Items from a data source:
━━━━━━
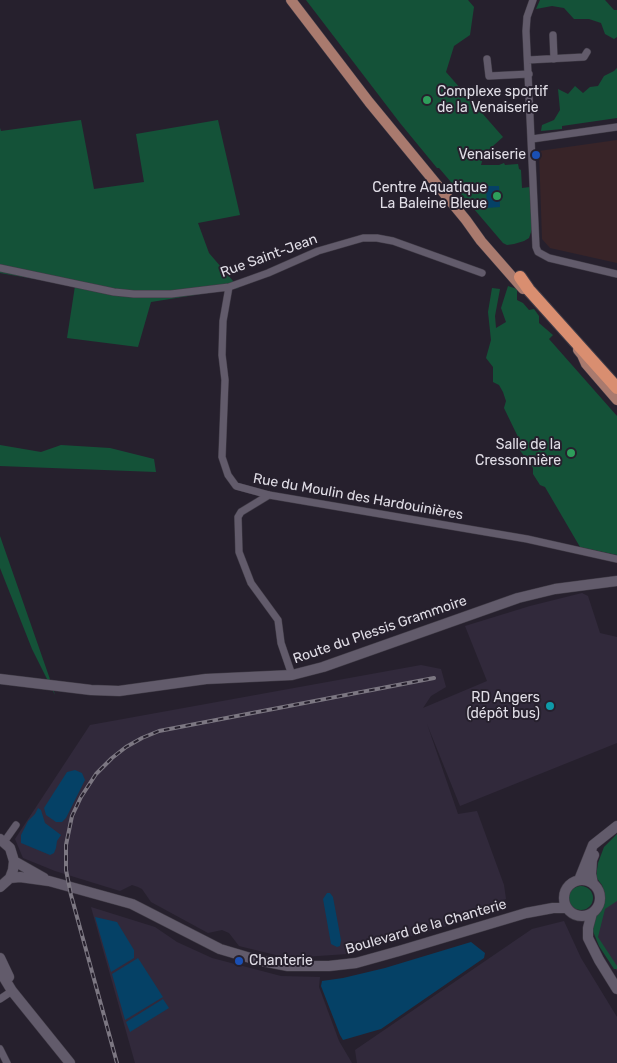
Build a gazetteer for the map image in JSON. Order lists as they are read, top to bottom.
{
  "streets": {
    "street": [
      "Rue Saint-Jean",
      "Rue du Moulin des Hardouinières",
      "Route du Plessis Grammoire",
      "Boulevard de la Chanterie"
    ]
  },
  "crossings": [
    ["Rue Saint-Jean", "Rue du Moulin des Hardouinières"]
  ],
  "places": [
    "Complexe sportif de la Venaiserie",
    "Venaiserie",
    "Centre Aquatique La Baleine Bleue",
    "Salle de la Cressonnière",
    "RD Angers (dépôt bus)",
    "Chanterie"
  ]
}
━━━━━━
Exercise brief: What is needed here is an exact copy of all the entries, without the pictures.

Completed task:
Build a gazetteer for the map image in JSON. Order lists as they are read, top to bottom.
{
  "streets": {
    "street": [
      "Rue Saint-Jean",
      "Rue du Moulin des Hardouinières",
      "Route du Plessis Grammoire",
      "Boulevard de la Chanterie"
    ]
  },
  "crossings": [
    ["Rue Saint-Jean", "Rue du Moulin des Hardouinières"]
  ],
  "places": [
    "Complexe sportif de la Venaiserie",
    "Venaiserie",
    "Centre Aquatique La Baleine Bleue",
    "Salle de la Cressonnière",
    "RD Angers (dépôt bus)",
    "Chanterie"
  ]
}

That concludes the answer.